About this task: Repeat each entry word for word. Leave any images out of the copy.

Materials provided:
┄┄┄┄┄┄┄┄┄┄

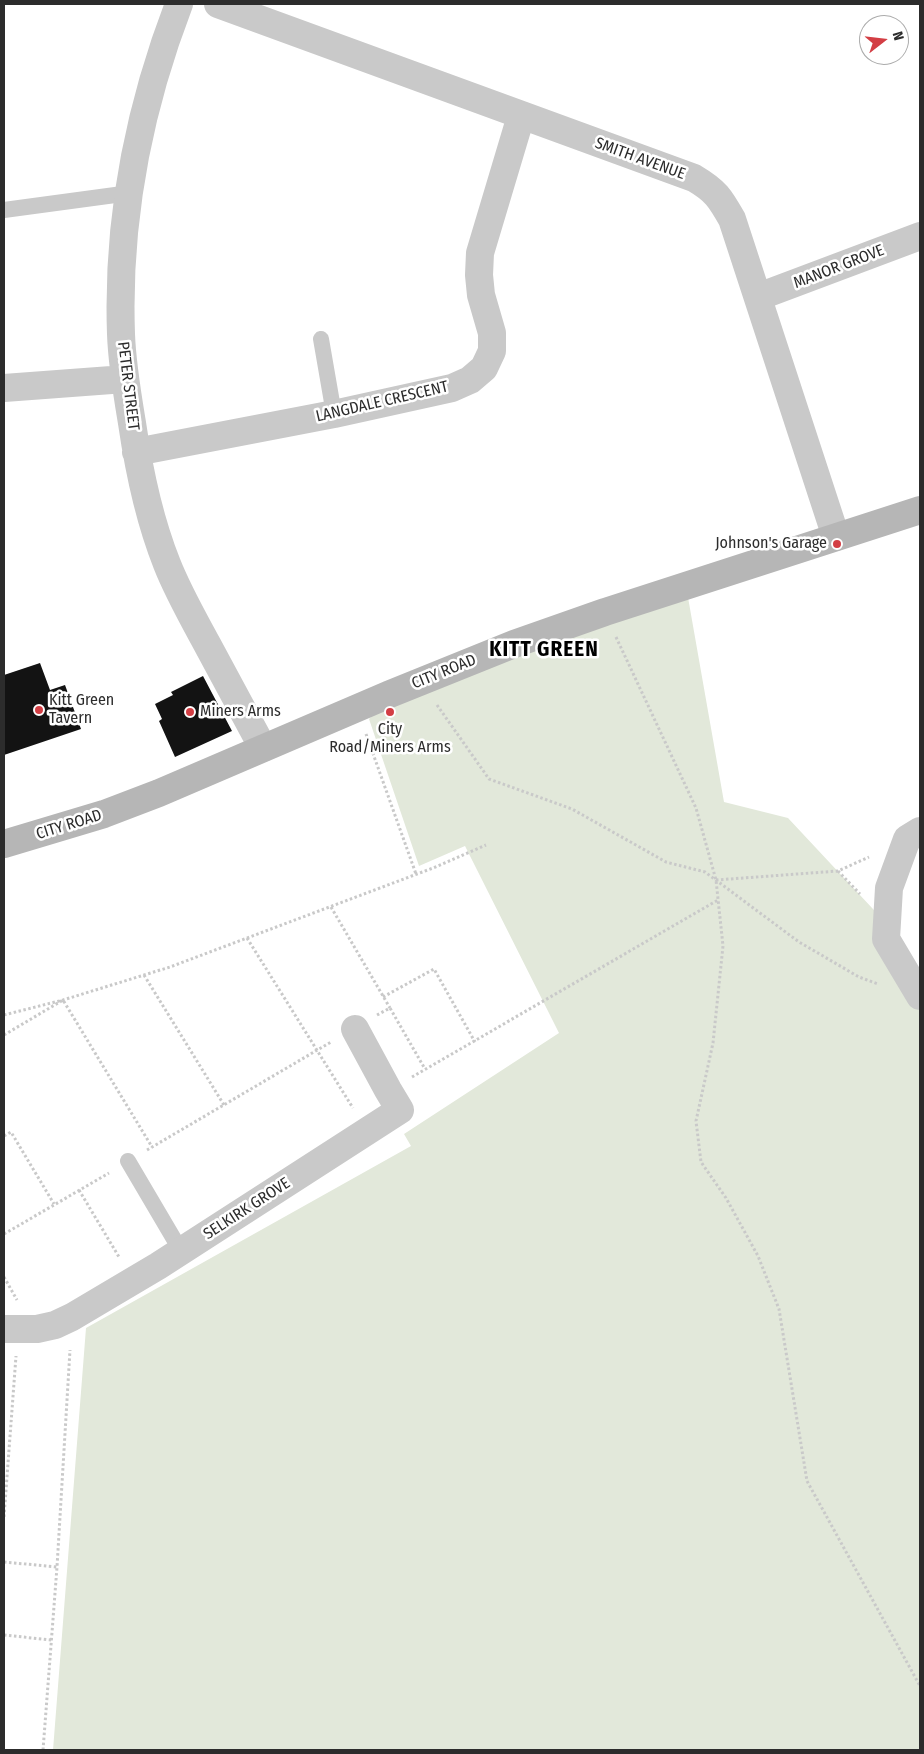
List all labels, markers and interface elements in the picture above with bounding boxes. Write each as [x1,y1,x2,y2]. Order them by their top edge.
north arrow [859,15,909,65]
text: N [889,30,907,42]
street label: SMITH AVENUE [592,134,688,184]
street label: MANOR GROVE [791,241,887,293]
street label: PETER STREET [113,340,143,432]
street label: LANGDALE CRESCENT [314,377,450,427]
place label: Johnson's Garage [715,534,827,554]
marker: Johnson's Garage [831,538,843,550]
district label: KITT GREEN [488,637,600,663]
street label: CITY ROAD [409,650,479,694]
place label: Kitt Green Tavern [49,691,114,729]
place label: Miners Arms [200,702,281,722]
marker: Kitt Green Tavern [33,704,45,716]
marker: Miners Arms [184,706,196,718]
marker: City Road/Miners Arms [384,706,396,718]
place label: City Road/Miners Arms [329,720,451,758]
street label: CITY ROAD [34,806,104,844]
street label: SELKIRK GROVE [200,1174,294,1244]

┄┄┄┄┄┄┄┄┄┄

Exercise result:
List all labels, markers and interface elements in the picture above with bounding boxes. Write each as [x1,y1,x2,y2]. Order them by their top edge.
north arrow [859,15,909,65]
text: N [889,30,907,42]
street label: SMITH AVENUE [592,134,688,184]
street label: MANOR GROVE [791,241,887,293]
street label: PETER STREET [113,340,143,432]
street label: LANGDALE CRESCENT [314,377,450,427]
place label: Johnson's Garage [715,534,827,554]
marker: Johnson's Garage [831,538,843,550]
district label: KITT GREEN [488,637,600,663]
street label: CITY ROAD [409,650,479,694]
place label: Kitt Green Tavern [49,691,114,729]
place label: Miners Arms [200,702,281,722]
marker: Kitt Green Tavern [33,704,45,716]
marker: Miners Arms [184,706,196,718]
marker: City Road/Miners Arms [384,706,396,718]
place label: City Road/Miners Arms [329,720,451,758]
street label: CITY ROAD [34,806,104,844]
street label: SELKIRK GROVE [200,1174,294,1244]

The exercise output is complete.